La firma dell’ordine esecutivo che ha reso ufficiale una raffica di dazi USA per diversi Paesi del mondo ha provocato, com’era logico aspettarsi, pronte reazioni da parte dei ‘bersagli’. L’UE, per esempio, è pronta a rispondere ai dazi del 20% imposti dal presidente USA ma prima proverà a negoziare un accordo. Lo ha dichiarato Ursula von der Leyen, presidente della Commissione europea, secondo il “Financial Times”. von der Leyen ha avvertito che il mondo “soffrirà enormemente” per le decisioni degli Stati Uniti.
Trump ha a lungo accusato l’UE di “pratiche commerciali sleali“. Ursula von der Leyen ha dichiarato giovedì che il blocco è “pronto a rispondere” ai dazi statunitensi, ma ha sottolineato che preferisce negoziare per “rimuovere le barriere rimanenti al commercio transatlantico“.
“Stiamo già finalizzando un primo pacchetto di contromisure in risposta ai dazi sull’acciaio“, ha detto durante un viaggio in Uzbekistan. “Ora ci stiamo preparando per ulteriori contromisure, per proteggere i nostri interessi e le nostre imprese se i negoziati dovessero fallire“. Il 12 aprile Bruxelles imporrà dazi su un massimo di 26 miliardi di euro di merci statunitensi in risposta ai dazi su acciaio e alluminio.
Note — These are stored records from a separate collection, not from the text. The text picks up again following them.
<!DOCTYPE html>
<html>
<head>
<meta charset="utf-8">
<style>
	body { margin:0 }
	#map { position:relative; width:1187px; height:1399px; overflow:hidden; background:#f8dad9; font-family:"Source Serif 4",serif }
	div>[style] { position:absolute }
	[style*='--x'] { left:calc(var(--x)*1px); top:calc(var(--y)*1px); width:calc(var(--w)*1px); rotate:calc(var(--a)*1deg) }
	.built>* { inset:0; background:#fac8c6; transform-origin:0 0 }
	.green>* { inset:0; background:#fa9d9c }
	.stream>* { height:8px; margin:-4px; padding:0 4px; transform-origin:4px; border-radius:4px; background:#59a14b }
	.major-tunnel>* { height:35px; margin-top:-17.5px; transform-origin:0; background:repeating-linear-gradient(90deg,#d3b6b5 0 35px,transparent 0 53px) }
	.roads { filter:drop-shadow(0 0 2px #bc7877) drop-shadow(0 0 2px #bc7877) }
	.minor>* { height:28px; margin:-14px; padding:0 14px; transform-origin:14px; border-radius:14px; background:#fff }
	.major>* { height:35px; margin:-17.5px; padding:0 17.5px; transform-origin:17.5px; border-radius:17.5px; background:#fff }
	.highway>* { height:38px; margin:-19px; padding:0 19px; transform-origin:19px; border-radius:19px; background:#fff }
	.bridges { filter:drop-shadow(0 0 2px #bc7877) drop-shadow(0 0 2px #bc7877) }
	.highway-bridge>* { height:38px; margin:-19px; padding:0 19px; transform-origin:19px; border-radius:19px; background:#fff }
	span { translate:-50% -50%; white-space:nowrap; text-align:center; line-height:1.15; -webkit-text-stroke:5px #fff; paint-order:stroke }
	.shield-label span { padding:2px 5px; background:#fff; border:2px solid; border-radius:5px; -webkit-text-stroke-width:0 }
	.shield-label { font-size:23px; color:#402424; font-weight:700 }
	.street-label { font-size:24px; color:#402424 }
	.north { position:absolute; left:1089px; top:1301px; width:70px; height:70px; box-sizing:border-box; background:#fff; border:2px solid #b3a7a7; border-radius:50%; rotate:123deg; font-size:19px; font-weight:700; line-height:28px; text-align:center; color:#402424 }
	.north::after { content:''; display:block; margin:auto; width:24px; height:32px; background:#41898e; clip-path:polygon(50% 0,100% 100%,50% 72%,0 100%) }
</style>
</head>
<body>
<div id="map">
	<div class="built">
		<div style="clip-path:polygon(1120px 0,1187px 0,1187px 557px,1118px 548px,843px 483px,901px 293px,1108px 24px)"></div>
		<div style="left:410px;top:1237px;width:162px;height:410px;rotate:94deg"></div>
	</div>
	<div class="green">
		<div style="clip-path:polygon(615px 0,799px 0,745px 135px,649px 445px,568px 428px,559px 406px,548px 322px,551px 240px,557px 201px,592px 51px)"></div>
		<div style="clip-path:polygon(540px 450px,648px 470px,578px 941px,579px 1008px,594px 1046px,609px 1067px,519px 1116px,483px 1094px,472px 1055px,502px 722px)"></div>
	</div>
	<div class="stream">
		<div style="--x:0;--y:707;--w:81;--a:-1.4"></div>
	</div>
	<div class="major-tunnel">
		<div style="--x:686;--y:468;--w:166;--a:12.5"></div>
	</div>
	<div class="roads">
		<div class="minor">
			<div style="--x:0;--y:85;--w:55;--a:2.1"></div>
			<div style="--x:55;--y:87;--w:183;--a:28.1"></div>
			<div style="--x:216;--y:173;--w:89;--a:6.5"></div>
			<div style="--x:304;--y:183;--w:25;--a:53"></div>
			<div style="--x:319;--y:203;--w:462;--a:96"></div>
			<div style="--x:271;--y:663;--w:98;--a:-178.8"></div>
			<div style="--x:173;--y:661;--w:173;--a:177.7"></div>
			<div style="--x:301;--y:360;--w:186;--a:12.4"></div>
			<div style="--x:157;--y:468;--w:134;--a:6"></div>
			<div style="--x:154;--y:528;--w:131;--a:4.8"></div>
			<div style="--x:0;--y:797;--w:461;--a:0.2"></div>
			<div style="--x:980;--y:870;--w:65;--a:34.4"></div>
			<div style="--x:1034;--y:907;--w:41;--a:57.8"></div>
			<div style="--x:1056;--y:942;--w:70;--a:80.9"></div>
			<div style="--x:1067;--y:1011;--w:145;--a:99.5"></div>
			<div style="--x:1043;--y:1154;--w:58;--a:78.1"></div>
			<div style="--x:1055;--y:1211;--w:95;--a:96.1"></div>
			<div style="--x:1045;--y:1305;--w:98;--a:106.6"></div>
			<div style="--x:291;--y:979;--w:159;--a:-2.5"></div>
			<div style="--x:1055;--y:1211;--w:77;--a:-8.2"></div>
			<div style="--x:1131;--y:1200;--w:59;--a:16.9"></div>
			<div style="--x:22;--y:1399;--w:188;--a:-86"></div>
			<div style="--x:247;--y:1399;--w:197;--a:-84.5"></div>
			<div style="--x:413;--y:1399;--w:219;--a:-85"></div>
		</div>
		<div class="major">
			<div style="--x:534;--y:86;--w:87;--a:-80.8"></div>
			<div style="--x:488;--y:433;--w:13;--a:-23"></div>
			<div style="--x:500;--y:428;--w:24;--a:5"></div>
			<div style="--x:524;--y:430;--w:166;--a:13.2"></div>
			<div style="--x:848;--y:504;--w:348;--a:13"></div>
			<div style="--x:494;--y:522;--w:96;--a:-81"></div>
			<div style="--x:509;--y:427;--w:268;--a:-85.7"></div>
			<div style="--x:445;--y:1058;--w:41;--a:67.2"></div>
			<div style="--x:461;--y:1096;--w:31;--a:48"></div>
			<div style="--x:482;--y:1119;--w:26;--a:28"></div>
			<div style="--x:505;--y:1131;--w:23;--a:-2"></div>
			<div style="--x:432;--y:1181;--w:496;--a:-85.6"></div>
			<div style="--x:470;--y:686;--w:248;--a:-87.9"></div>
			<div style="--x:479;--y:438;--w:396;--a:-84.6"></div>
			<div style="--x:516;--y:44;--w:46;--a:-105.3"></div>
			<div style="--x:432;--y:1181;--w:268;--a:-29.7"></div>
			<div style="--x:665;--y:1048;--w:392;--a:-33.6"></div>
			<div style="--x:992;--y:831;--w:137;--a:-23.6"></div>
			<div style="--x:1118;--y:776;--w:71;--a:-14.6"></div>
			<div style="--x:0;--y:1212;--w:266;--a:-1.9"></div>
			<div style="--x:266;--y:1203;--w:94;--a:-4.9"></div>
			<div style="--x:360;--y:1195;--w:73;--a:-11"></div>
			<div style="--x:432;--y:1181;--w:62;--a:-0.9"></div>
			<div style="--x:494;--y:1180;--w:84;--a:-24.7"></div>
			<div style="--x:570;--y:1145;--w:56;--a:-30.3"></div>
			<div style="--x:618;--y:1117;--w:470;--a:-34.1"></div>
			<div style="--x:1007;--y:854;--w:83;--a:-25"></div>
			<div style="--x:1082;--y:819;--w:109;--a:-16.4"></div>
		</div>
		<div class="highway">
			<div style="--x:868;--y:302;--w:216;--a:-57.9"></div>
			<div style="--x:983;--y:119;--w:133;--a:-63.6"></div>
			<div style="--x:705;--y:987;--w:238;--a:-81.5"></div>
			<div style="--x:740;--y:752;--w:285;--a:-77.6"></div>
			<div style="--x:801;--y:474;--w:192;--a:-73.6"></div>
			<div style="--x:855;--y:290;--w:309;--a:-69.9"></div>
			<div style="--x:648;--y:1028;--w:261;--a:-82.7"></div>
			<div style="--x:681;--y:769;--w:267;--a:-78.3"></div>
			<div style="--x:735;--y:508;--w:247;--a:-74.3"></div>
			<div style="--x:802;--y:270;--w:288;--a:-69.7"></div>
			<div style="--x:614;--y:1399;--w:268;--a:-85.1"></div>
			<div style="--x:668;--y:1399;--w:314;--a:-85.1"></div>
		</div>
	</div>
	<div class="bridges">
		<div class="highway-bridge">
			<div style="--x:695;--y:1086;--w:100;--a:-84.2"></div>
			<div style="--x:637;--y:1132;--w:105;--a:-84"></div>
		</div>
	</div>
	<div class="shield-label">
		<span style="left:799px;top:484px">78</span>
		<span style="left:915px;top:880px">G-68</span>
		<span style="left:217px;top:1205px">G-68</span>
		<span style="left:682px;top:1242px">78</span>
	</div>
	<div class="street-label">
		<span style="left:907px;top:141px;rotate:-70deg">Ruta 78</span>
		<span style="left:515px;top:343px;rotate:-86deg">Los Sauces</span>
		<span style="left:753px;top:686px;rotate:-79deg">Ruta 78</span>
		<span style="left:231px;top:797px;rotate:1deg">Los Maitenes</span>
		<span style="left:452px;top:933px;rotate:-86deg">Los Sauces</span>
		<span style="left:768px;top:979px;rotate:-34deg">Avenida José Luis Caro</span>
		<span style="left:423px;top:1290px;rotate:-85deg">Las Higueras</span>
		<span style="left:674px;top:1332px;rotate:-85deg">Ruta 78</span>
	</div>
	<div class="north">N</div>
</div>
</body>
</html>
Deve ancora rispondere alle tariffe del 25% sulle esportazioni di auto annunciate la scorsa settimana.
von der Leyen ha offerto un ramoscello d’ulivo a Trump, ammettendo che alcuni paesi stavano “approfittando ingiustamente” delle regole del commercio globale. Ma “cercare di utilizzare le tariffe come primo e ultimo strumento non risolverà il problema“, ha detto, avvertendo che le tariffe “danneggerebbero i consumatori di tutto il mondo” e aumenterebbero il costo di generi alimentari, farmaci e trasporti. “L’economia globale ne soffrirà enormemente“, ha aggiunto.
La von der Leyen ha promesso che l’UE “difenderà” i settori colpiti, tra cui automobili e acciaio, e proteggerà il suo mercato dalle merci oggetto di dumping costrette a uscire dal mercato statunitense. “Osserveremo anche da vicino gli effetti indiretti che questi dazi potrebbero avere, perché non possiamo assorbire l’eccesso di capacità globale né accetteremo il dumping sui nostri mercati. L’Europa ha tutto ciò di cui ha bisogno per superare la tempesta – ha dichiarato – Siamo in questo insieme. Se colpisci uno di noi, dovrai affrontare tutti noi“.
L’Australia: “non imporremo dazi reciproci”
Il primo ministro australiano, Anthony Albanese, ha dichiarato che la decisione di Trump “non è l’atto di un amico“, ma che il suo Paese non imporrà dazi reciproci. Albanese ha definito le tariffe statunitensi del tutto ingiustificate e ha dichiarato che l’Australia continuerà a fare valere le proprie ragioni per la rimozione dei dazi.